→ **EXERCISE MATERIALS**

************

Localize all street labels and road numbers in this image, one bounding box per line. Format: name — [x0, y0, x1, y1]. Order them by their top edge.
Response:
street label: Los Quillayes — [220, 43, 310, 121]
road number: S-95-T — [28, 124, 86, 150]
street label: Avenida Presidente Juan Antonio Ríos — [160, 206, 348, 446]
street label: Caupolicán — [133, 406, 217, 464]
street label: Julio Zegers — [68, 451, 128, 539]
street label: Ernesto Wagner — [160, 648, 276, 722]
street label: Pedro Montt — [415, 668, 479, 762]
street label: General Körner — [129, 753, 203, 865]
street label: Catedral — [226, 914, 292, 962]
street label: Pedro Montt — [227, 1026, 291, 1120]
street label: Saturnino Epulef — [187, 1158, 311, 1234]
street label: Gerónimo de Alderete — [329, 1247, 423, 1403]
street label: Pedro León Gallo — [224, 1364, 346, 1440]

************

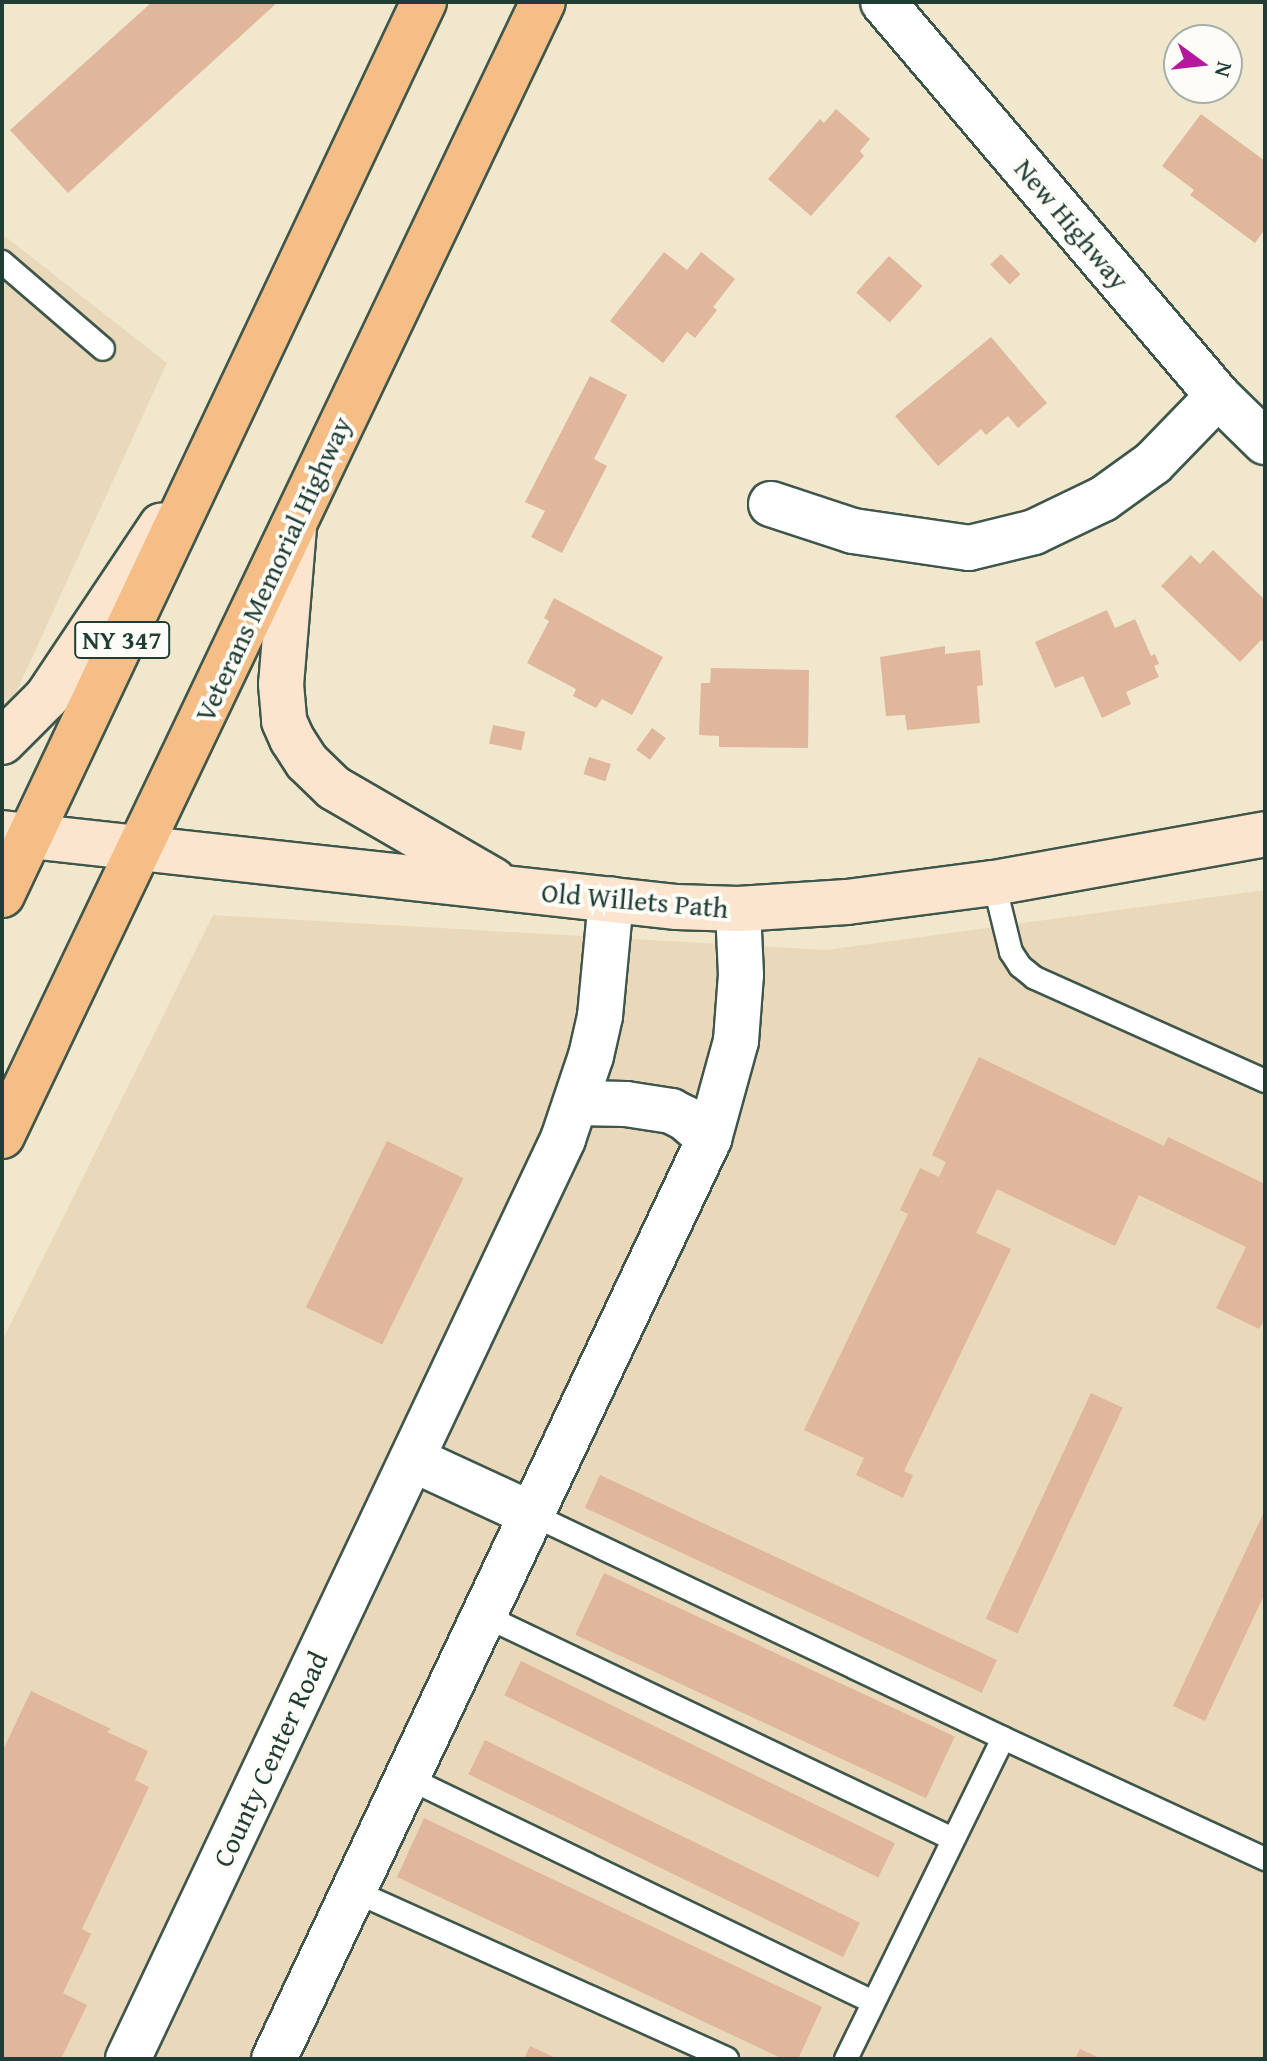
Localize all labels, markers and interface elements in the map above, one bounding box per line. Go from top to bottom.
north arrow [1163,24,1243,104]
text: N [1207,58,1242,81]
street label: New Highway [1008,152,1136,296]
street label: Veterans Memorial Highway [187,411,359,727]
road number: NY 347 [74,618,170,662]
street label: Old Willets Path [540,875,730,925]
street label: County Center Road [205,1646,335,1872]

************

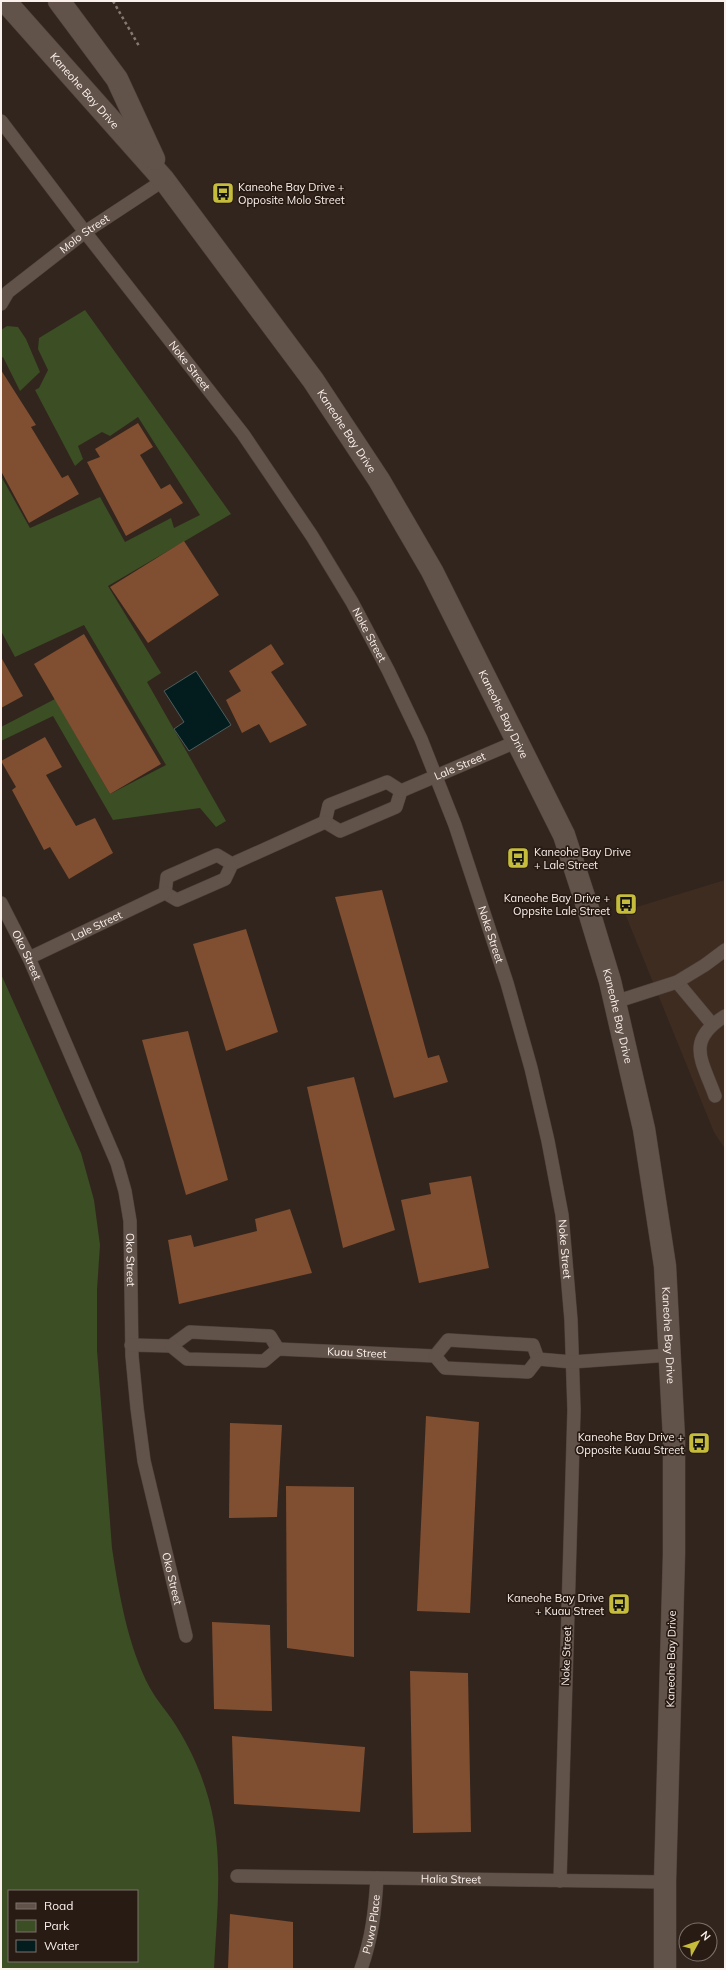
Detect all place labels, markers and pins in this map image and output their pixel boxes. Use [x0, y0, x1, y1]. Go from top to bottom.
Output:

************

→ **TASK PROMPT**
Among the records above, find each line holding "this" and list it.

→ **OUTPUT BELOW**
Localize all street labels and road numbers in this image, one bounding box per line. Format: name — [x0, y0, x1, y1]. Order them by their top edge.
Detect all place labels, markers and pins in this map image and output their pixel boxes. Use [x0, y0, x1, y1]. Go from top to bottom.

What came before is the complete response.